Using a search engine to find local chambers of commerce will often lead you to the US Chamber of Commerce website, which is searchable by location and has a surprisingly large number of local businesses in some areas. 


As a general rule (although certainly not exclusively), women- and minority-owned businesses are more likely to be aligned politically with progressive values.  Next week, we will continue to explore more of the smaller or more specialized membership directories in the area.


Last week we talked about the GoodsUniteUs and ShopWhereYouVote apps, which are good for identifying the political leanings of national brands. So far, we haven’t found a comparable resource for researching local businesses.  (Maybe you want to help us create one?  Email us at info@indivisiblecentralindiana.org.)

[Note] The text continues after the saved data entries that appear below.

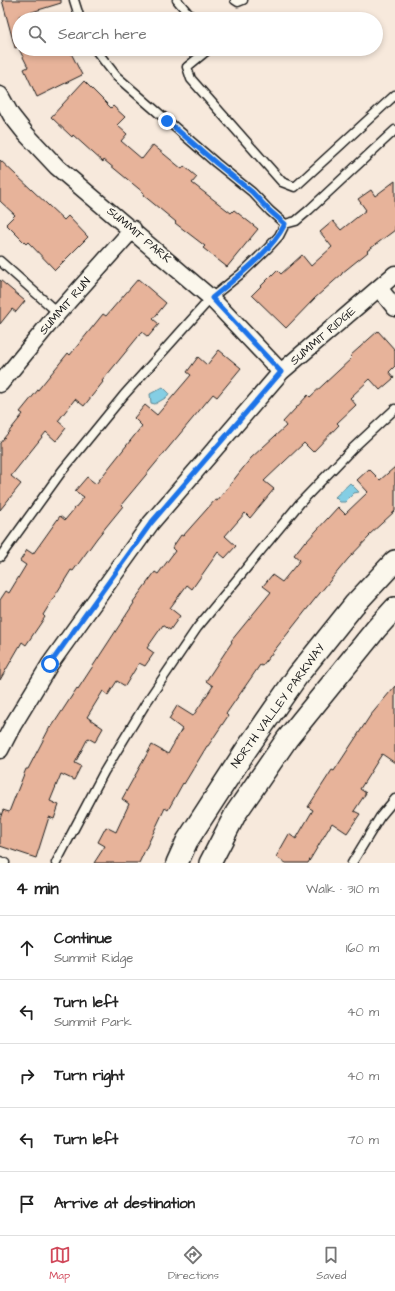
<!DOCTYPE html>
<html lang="en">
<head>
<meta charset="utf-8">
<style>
	:root { --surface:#fff; --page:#f2f2f2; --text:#222; --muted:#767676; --line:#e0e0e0; --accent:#d1495b }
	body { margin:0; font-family:"Architects Daughter",sans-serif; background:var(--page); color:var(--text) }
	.stop { position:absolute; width:12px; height:12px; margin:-9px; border:3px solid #1a73e8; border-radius:50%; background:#fff }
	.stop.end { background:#1a73e8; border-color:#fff; box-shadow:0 1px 4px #0008 }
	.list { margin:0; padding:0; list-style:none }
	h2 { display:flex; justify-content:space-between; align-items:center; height:52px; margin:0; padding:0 16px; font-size:17px }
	h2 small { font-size:13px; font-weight:400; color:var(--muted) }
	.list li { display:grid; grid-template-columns:26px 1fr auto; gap:12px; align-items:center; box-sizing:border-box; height:64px; padding:0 16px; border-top:1px solid var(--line) }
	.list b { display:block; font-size:15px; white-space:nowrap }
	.list p { margin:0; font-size:13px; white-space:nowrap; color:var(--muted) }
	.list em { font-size:13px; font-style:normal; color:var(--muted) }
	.icon { flex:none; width:22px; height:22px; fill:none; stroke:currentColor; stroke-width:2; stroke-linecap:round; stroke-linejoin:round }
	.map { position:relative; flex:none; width:395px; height:863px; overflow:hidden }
	.search { position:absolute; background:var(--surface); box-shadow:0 2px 6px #0003; left:12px; right:12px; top:12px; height:44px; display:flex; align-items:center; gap:10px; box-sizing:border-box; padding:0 14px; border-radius:22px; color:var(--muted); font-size:15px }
	.sheet { height:372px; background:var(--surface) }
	nav { display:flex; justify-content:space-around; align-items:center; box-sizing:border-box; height:56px; border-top:1px solid var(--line); background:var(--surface); font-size:11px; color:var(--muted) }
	nav a { display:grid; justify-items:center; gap:2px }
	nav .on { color:var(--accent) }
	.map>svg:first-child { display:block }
	.water { fill:#84cee4; stroke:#5a8794 }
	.building { fill:#e7b39a; stroke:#1c1c1c }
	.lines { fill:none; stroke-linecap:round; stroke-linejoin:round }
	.service-casing { stroke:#1c1c1c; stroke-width:11 }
	.minor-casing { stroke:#1c1c1c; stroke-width:19 }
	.tertiary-casing { stroke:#1c1c1c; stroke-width:24 }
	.service { stroke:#fbf7ec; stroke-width:8 }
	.minor { stroke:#fbf7ec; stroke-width:16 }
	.tertiary { stroke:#fbf7ec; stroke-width:21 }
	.route { stroke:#1a73e8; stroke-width:5 }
	.labels { text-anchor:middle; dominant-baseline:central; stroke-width:3; stroke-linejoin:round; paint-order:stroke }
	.street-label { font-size:12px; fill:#1c1c1c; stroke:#fbf7ec }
</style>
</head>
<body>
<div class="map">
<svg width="395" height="863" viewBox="0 0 395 863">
	<rect width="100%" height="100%" fill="#f7e9dc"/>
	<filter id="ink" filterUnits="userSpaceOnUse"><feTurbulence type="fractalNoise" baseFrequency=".025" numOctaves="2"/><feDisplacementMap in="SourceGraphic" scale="8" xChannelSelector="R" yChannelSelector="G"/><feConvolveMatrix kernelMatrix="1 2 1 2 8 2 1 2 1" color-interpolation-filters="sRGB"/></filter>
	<g filter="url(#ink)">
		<path class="water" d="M163 387 169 393 167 397 155 404 151 403 150 394Z
			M350 483 359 492 354 493 345 502H340L335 497Z"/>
		<path class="building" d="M2 0H61V3L19 16V47L15 48Z
			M19 49H69L82 75 37 97 24 69 28 67Z
			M84 81 111 108 113 106 125 117 117 125 127 134 121 141 142 159 153 145 182 169 184 166 197 177 192 183 231 213 234 210 258 229 227 267 203 248 205 246 175 223 176 222 143 195 144 193 104 160 103 162 73 135 72 137 51 117Z
			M0 160 64 220 68 216 88 237 55 270 28 242 26 244 6 224 15 215 0 201Z
			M395 181V230L367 251 368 252 342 273V274L315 298 286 328 252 295 277 270 281 274 302 255 311 266 332 247 320 232 333 221 341 230 366 210 358 199 371 190 375 196Z
			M138 279 166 303 153 319 159 324 148 337 142 332 102 381 103 382 84 406 75 399 58 421 66 428 56 441 46 432 11 476 21 484 0 510V443L23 414 20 412 68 353 70 355 103 314 106 316Z
			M0 280 25 301 16 312 12 309 0 324Z
			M378 331 395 350V366L389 372 394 378 380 390 370 379 350 398 356 405 337 423 339 425 313 452 304 443 264 481 274 489 250 518 245 513 225 536 236 546 225 558 218 552 192 589 187 585 170 608 180 616 170 630 163 625 147 648 154 653 145 666 139 663 125 686 117 681 108 695 103 691 87 717 103 728 95 742 88 738 75 763 81 766 74 780 61 774 50 801 59 805 54 819 49 817 36 858 0 846V819L3 810 9 812 26 769H28L50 727 51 728 77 688 78 689 134 603 133 602 155 572 158 574 175 551 172 548 181 535 183 536 215 500 217 501 251 458 286 426 283 422 308 395 310 397 352 358 350 356Z
			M219 350 241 368 217 397 213 394 121 505 123 506 97 538 73 571 71 570 43 615 45 617 26 645 22 642 0 680V600L6 591 9 593 26 565 20 561 27 550 33 554 60 516 65 520 84 497 75 491 87 477 96 484 142 426 134 418 145 405 157 415 191 375 187 372 198 357 207 365Z
			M395 467V511L369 535 370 536 348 559 315 599 262 666 260 665 226 714 228 716 208 746H207L184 784 183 783 168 810 165 808 139 863H94L105 846 98 842 106 827 116 832 129 804 122 799 152 745 168 754 182 729 169 719 177 706 193 716 213 686 206 681 232 642 231 641 271 592 263 586 272 575 282 582 300 560 294 555 305 541 306 542 338 507 345 514 368 492 357 480 369 469 380 480Z
			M395 686V763L382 754 360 789 366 793 354 811 360 814 347 833 332 823 308 863H286L276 857 289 834 296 839 313 810 308 807 332 770 334 771 370 716Z"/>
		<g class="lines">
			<g class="service-casing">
				<path id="service" d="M74 0 80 19
					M177 0 193 19
					M235 0 238 2 243 0
					M95 49 116 76 216 163 252 192 270 211 285 224 296 221 309 210 395 130
					M209 49 187 67 191 79 282 182 295 187 395 95
					M0 261 58 313
					M0 557 62 471 124 395 211 298 242 273 268 248 279 236 285 224
					M0 861 5 863
					M56 863 104 772 146 703 197 628 300 503 353 448 395 409
					M352 863 380 817 395 799"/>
			</g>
			<g class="minor-casing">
				<path id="minor" d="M0 95 11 115 26 134 57 167 211 298 281 372
					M379 288 395 308
					M0 384 58 313 133 229
					M0 750 13 725 50 664 151 523 281 372 395 274"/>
			</g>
			<g class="tertiary-casing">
				<path id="tertiary" d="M177 863 187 841 246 750 298 675 354 605 395 561
					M210 863 236 813 287 739 376 629 395 608"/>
			</g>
			<use href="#service" class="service"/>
			<use href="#minor" class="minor"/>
			<use href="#tertiary" class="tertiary"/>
		</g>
	</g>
	<g class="lines" filter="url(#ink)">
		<path class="route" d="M50 664 151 523 281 372 212 298C237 277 270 253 285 224L270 211 252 192 216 163 167 121"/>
	</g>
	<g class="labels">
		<g class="street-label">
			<text transform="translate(139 235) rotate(40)">SUMMIT PARK</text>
			<text transform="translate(65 306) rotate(-49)">SUMMIT RUN</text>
			<text transform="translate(323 336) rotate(-41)">SUMMIT RIDGE</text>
			<text transform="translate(278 706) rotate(-54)">NORTH VALLEY PARKWAY</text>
		</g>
	</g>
</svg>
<div class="stop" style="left:50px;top:664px"></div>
<div class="stop end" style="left:167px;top:121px"></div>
<div class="search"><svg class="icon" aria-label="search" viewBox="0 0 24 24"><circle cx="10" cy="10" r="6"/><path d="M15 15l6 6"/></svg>Search here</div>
</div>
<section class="sheet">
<h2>4 min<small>Walk · 310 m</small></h2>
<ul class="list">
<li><svg class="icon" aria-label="ahead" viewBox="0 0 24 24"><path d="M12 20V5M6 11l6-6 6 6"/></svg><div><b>Continue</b><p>Summit Ridge</p></div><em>160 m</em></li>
<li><svg class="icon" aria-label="left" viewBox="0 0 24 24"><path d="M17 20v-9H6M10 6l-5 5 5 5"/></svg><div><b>Turn left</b><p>Summit Park</p></div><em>40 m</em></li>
<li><svg class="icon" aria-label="right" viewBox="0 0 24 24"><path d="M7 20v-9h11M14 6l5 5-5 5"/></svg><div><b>Turn right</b></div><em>40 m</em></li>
<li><svg class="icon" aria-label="left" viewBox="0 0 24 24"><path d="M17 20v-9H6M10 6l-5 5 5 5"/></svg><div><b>Turn left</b></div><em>70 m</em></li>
<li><svg class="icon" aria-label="arrive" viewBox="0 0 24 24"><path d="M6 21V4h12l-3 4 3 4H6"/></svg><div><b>Arrive at destination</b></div></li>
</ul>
</section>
<nav>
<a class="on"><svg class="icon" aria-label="map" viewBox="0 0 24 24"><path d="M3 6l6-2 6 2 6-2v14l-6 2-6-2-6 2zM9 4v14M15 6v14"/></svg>Map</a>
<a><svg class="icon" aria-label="directions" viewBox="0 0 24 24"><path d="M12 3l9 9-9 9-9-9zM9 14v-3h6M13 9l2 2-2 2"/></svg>Directions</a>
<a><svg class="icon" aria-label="saved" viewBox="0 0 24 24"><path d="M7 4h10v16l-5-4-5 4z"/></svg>Saved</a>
</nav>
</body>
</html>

For those of you who use Facebook, there are numerous Facebook pages and groups that promote local liberal businesses, and they are worth joining.  These include:


A word of caution about these social media groups.  They are excellent resources for businesses to advertise their liberal leanings to prospective liberal customers; and they are good resources for people asking for suggestions (“I need a new furnace.  Which local HVAC company should I call?”). But much of the information shared there is crowd-sourced and not vetted.   Indivisible Central Indiana does not recommend participating in boycotts of particular local businesses based on negative reviews on these sites.


We are still in the early stages of learning how to flex our economic muscle.  For now, keep thinking about how to redirect your holiday shopping plans.  Go Forth and Shop Local!!!